Renault’s French frugality

EXPECTATIONS weren’t high as I slipped into the driver’s seat of one of Europe’s more economical cars. This Clio has been around a long time and the opposition doesn’t stand still.

Yes, it may be so clean in the exhaust emissions department that it qualifies for zero road tax, won’t trouble the London congestion charge collectors and is highly attractive as a company car.

But it’s beginning to look a mite dowdy inside, despite a splash of soft plastic on the otherwise hard to the touch dash. A steering wheel that only adjusts for rake, not reach, means you might find the helm a bit of a stretch.

It also doesn’t seem to promise much under the bonnet unless ultimate economy is your priority, with a modest horsepower count and only five forward gears to keep things stirred up.

Just goes to show how wrong first impressions can be; even if love (or dislike) at first sight must be a major influence when a potential buyer steps warily into the showroom.

Start up this extra-eco Clio and you’ll be surprised how little noise the diesel engine makes. Start things rolling and you may be even more impressed with the way this modest looking, modestly priced baby hatchback makes progress.

It punches well above its weight in the performance stakes, even when asked for more in a high gear (and no, you never feel the lack of a sixth speed).

Better still is a suspension that’s not been anywhere near the sports kit bag and whose relaxed, loping stride is all the better for it.

Here is a car that might have been designed for Britain’s awful roads and not to set a new lap record round a German race track.

The pluses mount when you check the price.

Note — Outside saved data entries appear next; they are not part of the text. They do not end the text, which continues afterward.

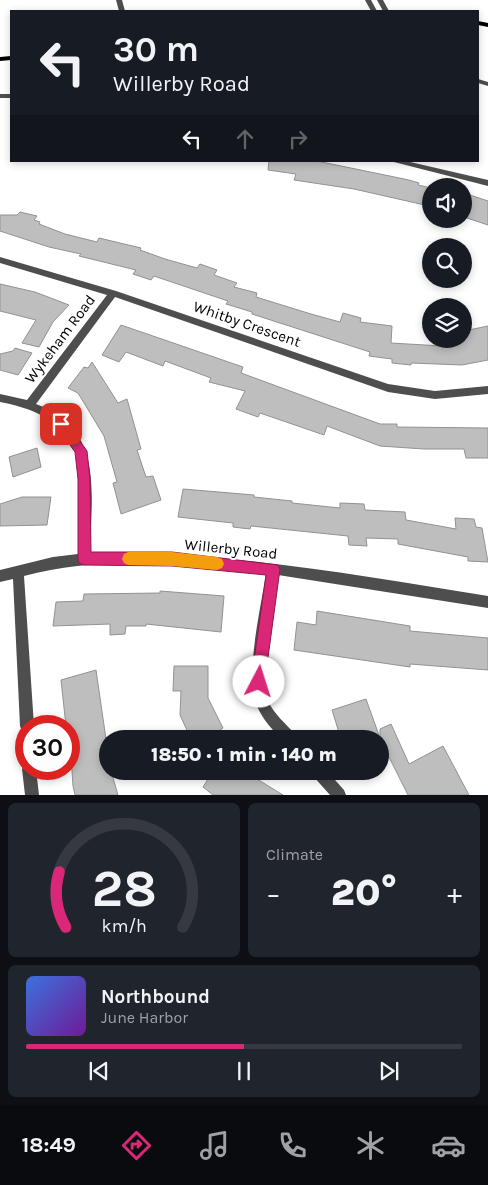 <!DOCTYPE html>
<html lang="en">
<head>
<meta charset="utf-8">
<style>
  body { margin:0; font-family:Karla,sans-serif; background:#20242c; color:#f1f3f6; height:100vh; display:flex; flex-direction:column; font-size:19px; white-space:nowrap }
  * { box-sizing:border-box; margin:0 }
  p { font-size:16px; color:#9ea1a6 }
  .icon { flex:none; width:28px; height:28px; fill:none; stroke:currentColor; stroke-width:2; stroke-linecap:round; stroke-linejoin:round }
  .map { position:relative; height:795px; overflow:hidden }
  .drawer { display:flex; flex-direction:column; gap:8px; padding:8px; background:#0d0f14; flex:1 }
  .drawer>* { flex:none }
  .banner { position:absolute; left:10px; top:10px; width:469px; height:152px; border-radius:0px; box-shadow:0 2px 8px #0003; background:#171b24; color:#f1f3f6; overflow:hidden }
  .controls { position:absolute; left:422px; top:178px; display:grid; gap:10px }
  .controls a { display:grid; place-items:center; width:50px; height:50px; border-radius:50%; background:#171b24; box-shadow:0 2px 8px #0003; font-size:25px }
  .speed { position:absolute; left:15px; top:715px; display:flex; gap:10px; font-size:25px; font-weight:700; text-align:center }
  .speed>* { display:grid; place-content:center; width:65px; height:65px; border-radius:50%; background:#171b24; box-shadow:0 2px 8px #0003; line-height:1 }
  .speed .limit { border:8px solid #d22; background:#fff; color:#111 }
  .pin { position:absolute; display:grid; place-items:center; width:42px; height:42px; color:#fff; margin:-21px; border-radius:10px; box-shadow:0 2px 8px #0006 }
  .me { position:absolute; width:55px; margin:-28px; rotate:5deg; stroke-linejoin:round; filter:drop-shadow(0 0 4px #0008) }
  .turn { display:flex; align-items:center; gap:18px; height:105px; padding:0 20px; font-size:22px }
  .turn .icon { width:65px; height:65px; stroke-width:2.5 }
  .turn b { display:block; font-size:35px; line-height:42px }
  .lanes { display:flex; align-items:center; height:48px; padding:0 20px; background:#0003; justify-content:center; gap:25px; direction:ltr }
  .lanes .off { opacity:.35 }
  .big { font-size:38px; font-weight:800; line-height:1.1 }
  .drawer .widget { flex:1; display:flex; flex-direction:column; justify-content:center; gap:8px; min-width:0; padding:0 18px; border-radius:8px; background:#20242c }
  .drawer .dial { align-items:center; gap:0 }
  .dial svg { height:130px; overflow:visible; fill:none; stroke:#363941; stroke-width:7; stroke-linecap:round; text-anchor:middle }
  .dial text { fill:#f1f3f6; stroke:none }
  .song { display:flex; align-items:center; gap:15px }
  .cover { width:60px; height:60px; border-radius:8px; background:linear-gradient(135deg,hsl(220 70% 55%),hsl(280 70% 35%)) }
  .played { height:5px; border-radius:2px; background:linear-gradient(90deg,#db2777 50%,#363941 50%) }
  .keys { display:flex; justify-content:space-around; direction:ltr }
  .heat { display:flex; justify-content:space-between; align-items:center; font-size:28px; direction:ltr }
  .drawer .tiles { flex:1; display:grid; gap:8px; grid-template-columns:1fr 1fr }
  .widget:last-child { grid-column:span 2 }
  .trip { position:absolute; left:99px; top:730px; width:290px; height:50px; border-radius:25px; background:#171b24; box-shadow:0 2px 8px #0003; font-weight:800; line-height:50px; text-align:center }
  .tabs { display:flex; height:80px; justify-content:space-around; align-items:center; background:#090b0e; color:#9ea1a6 }
  .tabs .icon { width:35px; height:35px }
  .tabs .on { color:#db2777 }
  .tabs b { font-size:22px; color:#f1f3f6 }
  .map>svg:first-child { display:block }
  .building { fill:#bebebe; stroke:#929292 }
  .lines { fill:none; stroke-linecap:round; stroke-linejoin:round }
  .service { fill:#4e4e4e; fill-rule:evenodd }
  .minor { fill:#4e4e4e; fill-rule:evenodd }
  .tertiary { fill:#4e4e4e; fill-rule:evenodd }
  .primary { fill:#000; fill-rule:evenodd }
  .route { fill:#db2777; stroke:#8e194d }
  .slow { fill:#f59e0b }
  .labels { text-anchor:middle; stroke-width:4; stroke-linejoin:round; paint-order:stroke }
  .street-label { font-size:15px; fill:#000; stroke:#fff }
</style>
</head>
<body>
<div class="map">
<svg width="488" height="795" viewBox="0 0 488 795">
  <rect width="100%" height="100%" fill="#fff"/>
  <g class="building">
    <polygon points="269,161 317,161 409,180 419,183 418,185 431,188 429,206 354,189 294,180 296,174 268,170"/>
    <polygon points="464,193 488,201 488,225 464,217"/>
    <polygon points="20,212 37,216 34,220 40,222 39,224 65,234 97,242 99,238 141,248 140,250 165,259 197,268 200,264 217,270 214,275 237,283 234,287 257,293 256,297 311,314 340,322 343,313 361,318 360,322 392,326 391,343 442,346 441,341 464,342 464,331 488,326 488,360 462,365 411,363 411,365 392,363 392,359 369,356 370,352 252,314 252,312 226,304 228,301 154,276 151,280 133,274 136,270 79,256 81,254 49,247 0,231 0,215 17,215"/>
    <polygon points="0,284 35,292 69,305 53,322 39,347 22,343 36,320 0,311"/>
    <polygon points="121,325 243,367 241,373 380,424 397,424 397,427 488,428 488,458 466,458 464,449 424,449 380,446 327,426 324,435 260,413 258,417 236,409 245,391 209,382 211,378 165,361 163,366 126,352 119,362 102,355"/>
    <polygon points="15,348 32,353 18,375 0,370 0,354 13,351"/>
    <polygon points="92,362 118,403 127,399 141,449 137,450 146,477 153,476 161,500 121,514 113,483 117,482 104,436 78,393 68,388 84,367 88,368"/>
    <polygon points="37,448 41,467 13,477 9,457"/>
    <polygon points="183,489 254,495 254,497 292,501 292,503 340,508 340,503 364,504 365,510 405,512 406,520 456,529 455,518 474,519 476,527 482,528 488,562 468,561 468,557 398,544 398,539 366,538 367,546 349,545 348,536 251,526 250,529 233,527 233,523 178,517"/>
    <polygon points="22,497 51,497 47,525 0,526 0,504"/>
    <polygon points="160,591 224,596 221,632 146,624 146,626 126,626 125,634 110,635 110,624 53,626 56,602 83,601 84,594 160,593"/>
    <polygon points="317,611 410,626 410,631 488,638 488,670 410,664 410,667 294,650 297,622 316,625"/>
    <polygon points="174,666 208,666 208,698 223,728 217,732 221,739 191,739 180,715 181,691 173,691"/>
    <polygon points="96,670 108,753 108,771 111,771 118,795 75,795 73,786 69,726 66,726 61,680"/>
    <polygon points="366,699 380,738 380,729 391,724 409,764 443,746 469,795 408,795 389,757 380,761 380,739 341,739 332,710"/>
    <polygon points="213,771 244,771 283,795 213,795 203,787"/>
  </g>
  <g class="lines">
    <polygon class="service" points="116,0 122,0 125,11 119,11"/>
    <g class="minor">
      <polygon points="478,79 488,82 488,86 478,83"/>
      <rect x="0" y="94" width="11" height="4"/>
      <polygon points="390,161 406,161 488,180 488,186"/>
      <path d="M0,257L116,291L388,384L435,391L488,386V394L435,399L388,392L115,297L36,404C105,429 91,494 90,553C226,551 355,575 488,596V608L278,575C274,604 258,676 268,701C274,714 286,724 295,734L297,739H281C270,727 260,716 255,701C246,671 261,606 266,574C187,564 103,555 24,576L34,726H26V732L22,731L20,726L13,579L0,582V570L53,557L78,554C79,524 85,477 75,450C65,420 28,407 0,402V394L27,400L107,295L0,263Z"/>
      <polygon points="26,763 26,769 36,769 39,795 25,795 22,769"/>
      <polygon points="311,771 327,771 344,790 346,795 330,795 313,776"/>
    </g>
    <g class="tertiary">
      <polygon points="365,0 371,0 377,11 371,11"/>
      <polygon points="377,0 383,0 389,11 383,11"/>
    </g>
    <g class="primary">
      <polygon points="478,21 488,23 488,27 478,25"/>
      <polygon points="11,56 11,60 0,61 0,57"/>
    </g>
  </g>
  <polygon class="route" points="61,419 65,420 87,451 90,479 91,552 172,552 278,565 280,569 264,687 259,689 254,687 251,682 266,575 172,566 84,565 79,563 78,559 78,479 75,452 55,424"/>
  <polygon class="slow" points="128,552 172,552 217,557 222,559 224,564 222,568 217,570 172,566 128,565 124,563 122,559 124,554"/>
  <g class="labels">
    <g class="street-label">
      <text transform="translate(247 324) rotate(19)" y="5">Whitby Crescent</text>
      <text transform="translate(60 339) rotate(-53)" y="5">Wykeham Road</text>
      <text transform="translate(231 549) rotate(6)" y="5">Willerby Road</text>
    </g>
  </g>
</svg>
<div class="controls">
<a><svg class="icon" aria-label="sound" viewBox="0 0 24 24"><path d="M4 9h4l5-4v14l-5-4H4zM17 9q2 3 0 6"/></svg></a>
<a><svg class="icon" aria-label="search" viewBox="0 0 24 24"><circle cx="10" cy="10" r="6"/><path d="M15 15l6 6"/></svg></a>
<a><svg class="icon" aria-label="layers" viewBox="0 0 24 24"><path d="M12 4l9 5-9 5-9-5zM3 14l9 5 9-5"/></svg></a>
</div>
<div class="speed"><div class="limit">30</div></div>
<div class="pin" style="left:61px;top:424px;background:#d93025"><svg class="icon" aria-label="arrive" viewBox="0 0 24 24"><path d="M6 21V4h12l-3 4 3 4H6"/></svg></div>
<svg class="me" style="left:259px;top:682px" viewBox="-20 -20 40 40"><circle r="19" fill="#fff"/><path d="M0-13L10 11 0 6-10 11z" fill="#db2777"/></svg>
<div class="trip">18:50 · 1 min · 140 m</div>
<div class="banner">
<div class="turn"><svg class="icon" aria-label="left" viewBox="0 0 24 24"><path d="M17 20v-9H6M10 6l-5 5 5 5"/></svg><div><b>30 m</b>Willerby Road</div></div>
<div class="lanes"><svg class="icon" aria-label="left" viewBox="0 0 24 24"><path d="M17 20v-9H6M10 6l-5 5 5 5"/></svg><svg class="icon off" aria-label="ahead" viewBox="0 0 24 24"><path d="M12 20V5M6 11l6-6 6 6"/></svg><svg class="icon off" aria-label="right" viewBox="0 0 24 24"><path d="M7 20v-9h11M14 6l5 5-5 5"/></svg></div>
</div>
</div>
<section class="drawer">
<div class="tiles">
<div class="widget dial"><svg viewBox="0 0 100 80">
<path d="M14 69A42 42 0 1 1 86 69"/>
<path d="M14 69A42 42 0 0 1 10 35" stroke="#db2777"/>
<text x="50" y="56" font-size="32" font-weight="700">28</text>
<text x="50" y="72" font-size="11">km/h</text>
</svg></div>
<div class="widget"><p>Climate</p>
<div class="heat"><a>−</a><b class="big">20°</b><a>+</a></div>
</div>
<div class="widget">
<div class="song"><i class="cover"></i><div><b>Northbound</b><p>June Harbor</p></div></div>
<div class="played"></div>
<div class="keys"><svg class="icon" aria-label="previous" viewBox="0 0 24 24"><path d="M18 5L8 12l10 7zM5 5v14"/></svg><svg class="icon" aria-label="pause" viewBox="0 0 24 24"><path d="M8 5v14M16 5v14"/></svg><svg class="icon" aria-label="next" viewBox="0 0 24 24"><path d="M6 5l10 7-10 7zM19 5v14"/></svg></div>
</div>
</div>
</section>
<nav class="tabs">
<b>18:49</b>
<svg class="icon on" aria-label="directions" viewBox="0 0 24 24"><path d="M12 3l9 9-9 9-9-9zM9 14v-3h6M13 9l2 2-2 2"/></svg>
<svg class="icon" aria-label="music" viewBox="0 0 24 24"><path d="M9 18V5l10-2v13"/><circle cx="6" cy="18" r="3"/><circle cx="16" cy="16" r="3"/></svg>
<svg class="icon" aria-label="phone" viewBox="0 0 24 24"><path d="M5 4h4l2 5-3 2q2 4 5 5l2-3 5 2v4C11 20 4 13 5 4z"/></svg>
<svg class="icon" aria-label="climate" viewBox="0 0 24 24"><path d="M12 3v18M4 7l16 10M4 17L20 7"/></svg>
<svg class="icon" aria-label="car" viewBox="0 0 24 24"><path d="M5 17H2v-5l4-1 3-4h7l3 4 3 1v5h-3M9 17h6M6 11h13"/><circle cx="7" cy="17" r="2"/><circle cx="17" cy="17" r="2"/></svg>
</nav>
</body>
</html>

Renault takes an already economical version of the Clio and applies a £250 eco pack, in the shape of ‘aero’ wheel trims and front wings, lower resistance tyres and a rear spoiler to produce the cheapest supermini with such low emissions.

The extra bits improve the official fuel consumption from 70.6mpg to 78.4mpg and cut emissions from 106g/km to 94g/km, which ducks under the road tax and congestion charge cut-offs.

There is, as ever, a small ocean of difference between the laboratory fuel figures the car makers have to quote by law and what you’ll achieve in the real world.

My spell at the wheel on a mix of motorway, A-roads and the odd village saw 59mpg on the Clio’s awkward to read trip computer. Something in the mid-sixties must be there with a little restraint. Which makes this a practical eco warrior at an attractive price.

Be mindful, though, that you’ll need to find £575 for air conditioning and another £315 for electronic stability control; the first of which you might consider essential and the latter ought to be standard on every car as a matter of (life saving) course.

So that makes this a real world £13,340 car, which is still a fine price for something that ought to be cheap as chips to run. Other makes load a much higher premium on their greenest models.

Was I surprised to like this little ‘un as much as I did? You bet. Could I live with it? You bet, again.